Taking into account all rules of science and observation made by the great minds of the past. One could safely conclude that a marble falling through a liquid would have the same impact upon reaching the bottom regardless of it's size
Then you surely won't mind sitting on the bottom of a swimming pool with me (holding our breath or using scuba gear), and playing "catch the stone." My assistant will drop a pebble in the water to me, and he will gently unload a boulder from a forklift to you. Are you in?
I believe that richmke's analysis is pretty good. However, I don't think (but am not honestly sure) that we are in the regime where the friction does not differ in an important way between what we are calling "large" and "small" marbles. Due to the viscosity effect that Bkisel cites, a marble falling through a liquid
will eventually reach a steady-state speed (the terminal velocity). I doubt that a 23L carboy is tall enough that this will happen for marbles in wine, but don't really know. Interestingly, though, the terminal velocity scales as the square of the radius of the marble (R^2). This is because the force due to gravity scales as R^3 but the frictional force (i.e., the
Stokes drag) scales only as R. (Tenbears, this already takes into account Archimedes's principle.) So the terminal velocity of marbles in a viscous medium is much larger for large marbles.
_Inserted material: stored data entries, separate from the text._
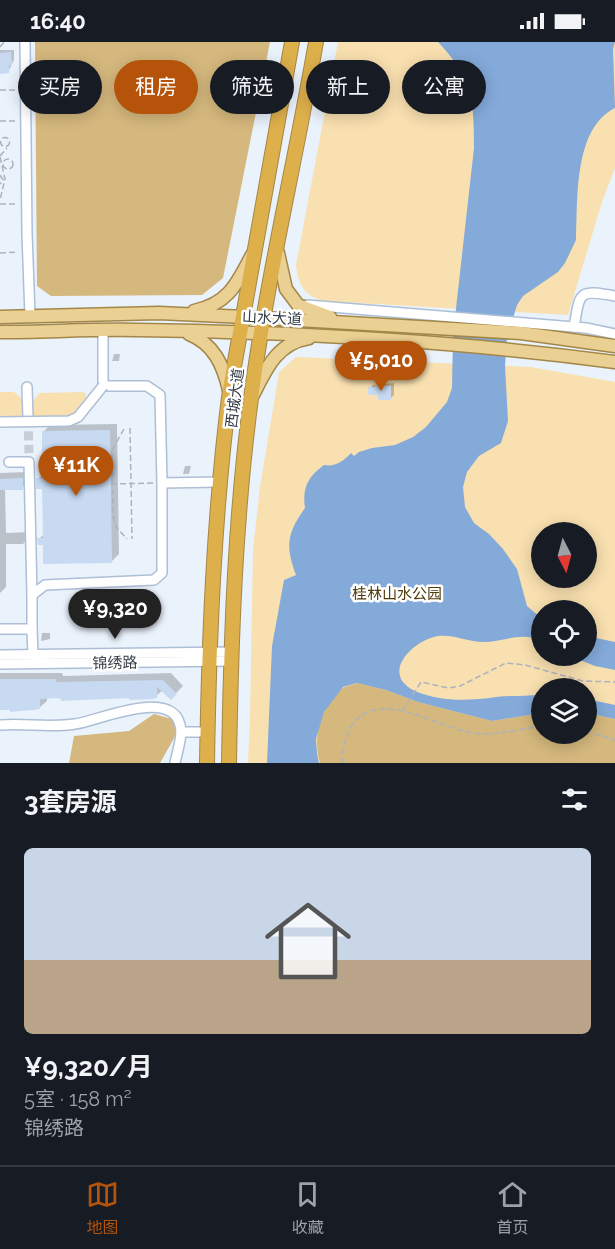 <!DOCTYPE html>
<html lang="zh">
<meta charset="utf-8">
<style>
body{margin:0;font-family:Raleway,"Noto Sans SC",sans-serif;background:#242831;color:#f1f3f6;height:100vh;display:flex;flex-direction:column;font-size:22px;white-space:nowrap}
*{box-sizing:border-box;margin:0}
p{font-size:20px;color:#9ea1a6}
.icon{flex:none;width:33px;height:33px;fill:none;stroke:currentColor;stroke-width:2;stroke-linecap:round;stroke-linejoin:round}
.map{position:relative;height:721px;overflow:hidden}
.drawer{display:flex;flex-direction:column;background:#171b24;flex:1}
.drawer>*{flex:none}
.guide{position:absolute;left:18px;top:18px;width:579px;height:54px;display:flex;gap:12px}
.needle{width:39px;rotate:174deg}
.tools{position:absolute;left:531px;top:480px;display:grid;gap:12px}
.tools a{display:grid;place-items:center;width:66px;height:66px;border-radius:50%;background:#171b24;box-shadow:0 3px 15px #0003;font-size:30px}
.price{position:absolute;translate:-50% -51px;padding:0 14px;border-radius:21px;background:#b45309;color:#fff;font-size:20px;line-height:39px;filter:drop-shadow(0 2px 3px #0008)}
.price::after{content:'';position:absolute;left:50%;top:36px;width:18px;height:14px;margin-left:-9px;background:inherit;clip-path:polygon(0 0,100% 0,50% 100%)}
.price.active{background:#222;color:#fff}
ul{padding:0;list-style:none}
li{display:grid;align-content:center;gap:12px;height:318px;padding:0 24px}
li+li{border-top:2px solid #363941}
li span{display:grid;place-items:center;height:186px;border-radius:9px;color:#555}
li>.icon{margin-inline-start:auto}
span .icon{width:108px;height:108px;fill:#fffc;stroke-width:1}
li b{font-size:26px}
h2{display:flex;justify-content:space-between;align-items:center;height:72px;padding:0 24px;font-size:26px}
.tag{padding:0 21px;border-radius:27px;background:#171b24;box-shadow:0 3px 15px #0003;font-size:21px;line-height:54px}
.tag.active{background:#b45309;color:#fff}
.status{display:flex;justify-content:space-between;align-items:center;height:42px;padding:0 30px;background:#171b24;direction:ltr}
.status svg{height:16px;fill:currentColor}
.tab-bar{display:flex;justify-content:space-around;align-items:center;height:84px;border-top:2px solid #363941;background:#171b24;font-size:16px;color:#9ea1a6}
.tab-bar a{display:grid;justify-items:center;gap:3px}
.tab-bar .active{color:#b45309}
.map>svg:first-child{display:block}
</style>
<div class="status"><b>16:40</b><svg viewBox="0 0 49 12"><path d="M0 12V9h3v3zM5 12V6h3v6zM10 12V3h3v9zM15 12V0h3v12zM26 1h20v11H26zM47 4h2v5h-2z"/></svg></div>
<div class="map">
<svg width="615" height="721" viewBox="0 0 615 721">
<rect width="100%" height="100%" fill="#eaf2fc"/>
<g fill="#f9e0b0" fill-rule="evenodd">
<path d="M338 0H615V126L602 160 568 273 324 259C304 254 298 242 296 223Z"/>
<path d="M296 315 531 325 615 340V721H248L250 673 253 507 260 445 279 330ZM542 490H586V536H542ZM542 568H586V614H542ZM542 646H586V692H542Z"/>
<path d="M0 350H14L24 358 25 375H0Z"/>
<path d="M83 350 86 352C86 361 80 370 71 374H32C31 365 33 356 40 351Z"/>
</g>
<g fill="#d5b87d">
<path d="M35 0H270L223 236 202 253 51 254 37 244Z"/>
<path d="M357 641 386 648 418 660 492 679 541 671 542 692H586L587 671 615 677V721H320C312 696 321 662 343 646 346 644 353 643 357 641Z"/>
<path d="M154 672 172 677 177 691 160 721H69L74 694 129 689Z"/>
</g>
<g fill="#84aada">
<path d="M438 0H615L613 7 615 66C573 87 578 158 576 198L565 221 558 230 523 254 517 263 507 296 505 324 508 379 501 401 479 414 467 430 463 445 465 465 474 481 489 492 503 507 517 527 527 564 541 576V599C522 589 504 600 483 600 468 600 454 592 438 594 413 598 379 632 415 649 440 660 469 659 496 655 511 653 526 655 541 652V671L492 679 418 660 386 648 357 641 343 645 324 670 316 697 317 712 319 721H267L272 604 284 538 296 533C285 504 287 491 305 466 302 445 308 435 324 423 335 425 344 419 351 411L354 414 359 410 372 406 395 403 413 395 426 385 447 360 452 346 453 293 474 106C474 85 474 54 464 35 458 22 447 10 438 0Z"/>
<path d="M587 594 615 600V628L595 624 570 614H586Z"/>
<path d="M587 657 615 663V677L587 671Z"/>
</g>
<g fill="#0003">
<path d="M0 8H14V18L8 30H0Z"/>
<path d="M114 312H120L119 319H112Z"/>
<path d="M394 341V353L390 357 370 346 373 343Z"/>
<path d="M117 382 119 512 112 519 39 497 44 492 43 446 38 437 44 431 43 390 50 383Z"/>
<path d="M185 424H191L189 432H183Z"/>
<path d="M29 430V439L22 446 5 447 6 491 30 490 31 494 23 502H6V545L0 551V431Z"/>
<path d="M42 591H50V597L41 599Z"/>
<path d="M0 631H62L63 634 171 631 183 644 171 656 163 648 156 654 47 655V659L39 666 34 668 0 667Z"/>
</g>
<g fill="#c8daf2">
<path d="M11 10 12 23H9V31L0 32V11Z"/>
<path d="M375 343 391 344V358H378V353H368V345H375Z"/>
<path d="M110 388 112 521 43 522V503H38L37 496H43L42 447H36V436H42V389Z"/>
<path d="M23 436V448H0V437Z"/>
<path d="M0 637H56V640L163 638 177 652 171 658 157 645V656L152 657 129 658V656L61 659V657L56 656 40 657V667L10 670V668H0Z"/>
</g>
<g fill="none" stroke-linecap="round" stroke-linejoin="round">
<path stroke="#c6ced8" stroke-width="9" stroke-dasharray="9 4.5" stroke-linecap="butt" d="M28 376 29 411"/>
<g stroke="#adbfd6" stroke-width="12">
<g id="minor">
<path d="M25 0 27 191 30 274"/>
<path d="M307 263 586 286 615 292"/>
<path d="M574 285C580 250 578 247 615 254"/>
<path d="M103 288V344H147L160 353 162 441 220 440"/>
<path d="M27 345 28 376"/>
<path d="M9 420H29L32 553"/>
<path d="M0 587H32V553L45 543 154 538 162 531V441"/>
<path d="M32 587 33 613"/>
<path d="M0 613 231 610"/>
<path d="M0 622 230 619"/>
<path d="M0 683C25 681 50 686 75 682 99 679 178 642 181 689 181 699 177 711 175 721"/>
<path d="M181 690H207"/>
</g>
</g>
<g stroke="#a38749" stroke-width="15">
<g id="major">
<path d="M278 211 286 247 298 263 330 275"/>
<path d="M194 269C228 262 237 242 252 213"/>
<path d="M0 275 159 271 244 275 521 291 615 304"/>
<path d="M0 290C46 290 91 287 137 288 297 290 456 299 615 320"/>
<path d="M189 292C214 302 223 323 229 348"/>
<path d="M253 353C266 327 277 301 309 296"/>
</g>
</g>
<g stroke="#a38749" stroke-width="16">
<g id="highway">
<path d="M207 721C209 596 214 471 230 347L292 0"/>
<path d="M229 721C231 597 235 472 252 349 268 232 296 116 316 0"/>
</g>
</g>
<g stroke="#abb3bd" stroke-width="1.5" stroke-dasharray="6 3" stroke-linecap="butt">
<path d="M0 5 4 0"/>
<path d="M0 48H17"/>
<path d="M0 79H17"/>
<circle cx="5" cy="100" r="4.5"/>
<path d="M0 114 7 106"/>
<path d="M0 115 5 137 0 158"/>
<circle cx="8" cy="122" r="5"/>
<path d="M0 133 3 138 0 142"/>
<path d="M0 162H17"/>
<path d="M0 211 18 210"/>
<path d="M130 386 132 497"/>
<path d="M124 387 112 408 113 474 116 485 127 497"/>
<path d="M111 442 155 441"/>
<path d="M403 668 421 640 448 646 460 644 506 621 525 623 583 639 615 640"/>
<path d="M586 689 615 698"/>
<path d="M342 721C342 707 346 689 356 678 384 649 440 686 473 691 496 694 519 687 542 684"/>
</g>
<use href="#minor" stroke="#fff" stroke-width="9"/>
<use href="#major" stroke="#ebd093" stroke-width="12"/>
<use href="#highway" stroke="#deb04b" stroke-width="14"/>
<g stroke="#adbfd6" stroke-width="12" stroke-linecap="butt">
<path id="minor-bridge" d="M0 380 69 379 78 375 103 344"/>
</g>
<use href="#minor-bridge" stroke="#fff" stroke-width="9"/>
</g>
<g text-anchor="middle" dominant-baseline="central" stroke-width="5" stroke-linejoin="round" paint-order="stroke">
<g font-size="15" fill="#353c46" stroke="#fff">
<text transform="translate(272 276) rotate(3)">山水大道</text>
<text transform="translate(235 356) rotate(-83)">西城大道</text>
<text transform="translate(115 621) rotate(-1)">锦绣路</text>
</g>
<g font-size="15" fill="#4e3a0a" stroke="#fff">
<text x="397" y="552">桂林山水公园</text>
</g>
</g>
</svg>
<div class="tools">
<a><svg class="needle" viewBox="-14 -14 28 28"><path d="M0-13l5 13h-10z" fill="#e53935"/><path d="M0 13l5-13h-10z" fill="#9ea1a6"/></svg></a>
<a><svg class="icon" aria-label="locate" viewBox="0 0 24 24"><circle cx="12" cy="12" r="6"/><path d="M12 2v4M12 18v4M2 12h4M18 12h4"/></svg></a>
<a><svg class="icon" aria-label="layers" viewBox="0 0 24 24"><path d="M12 4l9 5-9 5-9-5zM3 14l9 5 9-5"/></svg></a>
</div>
<b class="price" style="left:381px;top:350px">¥5,010</b>
<b class="price" style="left:76px;top:455px">¥11K</b>
<b class="price active" style="left:115px;top:598px">¥9,320</b>
<div class="guide">
<a class="tag">买房</a>
<a class="tag active">租房</a>
<a class="tag">筛选</a>
<a class="tag">新上</a>
<a class="tag">公寓</a>
</div>
</div>
<section class="drawer">
<h2>3套房源<svg class="icon" aria-label="filters" viewBox="0 0 24 24"><path d="M4 7h16M4 17h16"/><circle cx="9" cy="7" r="2"/><circle cx="15" cy="17" r="2"/></svg></h2>
<ul>
<li><span style="background:linear-gradient(#c9d6e8 60%,#b9a48a 0)"><svg class="icon" aria-label="home" viewBox="0 0 24 24"><path d="M3 11l9-7 9 7M6 9v11h12V9"/></svg></span><div><b>¥9,320/月</b><p>5室 · 158 m²</p><p>锦绣路</p></div></li>
</ul>
</section>
<nav class="tab-bar">
<a class="active"><svg class="icon" aria-label="map" viewBox="0 0 24 24"><path d="M3 6l6-2 6 2 6-2v14l-6 2-6-2-6 2zM9 4v14M15 6v14"/></svg>地图</a>
<a><svg class="icon" aria-label="saved" viewBox="0 0 24 24"><path d="M7 4h10v16l-5-4-5 4z"/></svg>收藏</a>
<a><svg class="icon" aria-label="home" viewBox="0 0 24 24"><path d="M3 11l9-7 9 7M6 9v11h12V9"/></svg>首页</a>
</nav>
It gets worse! If we consider the energy of the marble, as rchmke did, we find an astonishing difference. As I said above, the terminal velocity V scales as R^2. But the kinetic energy (0.5mV^2) scales as V^2. And, as rchmke pointed out, the mass scales as R^3. So, put this all together, and the energy scales as R^3 (for mass) times (R^2)^2, or R^7. This is a big difference for big vs. small marbles. Comparing 5/8" marbles to 1" marbles, the ratio of the energies is (0.625)^7=0.037. So, if terminal velocity is achieved in both cases, a 5/8" marble carries only 4% of the kinetic energy of a 1" marble.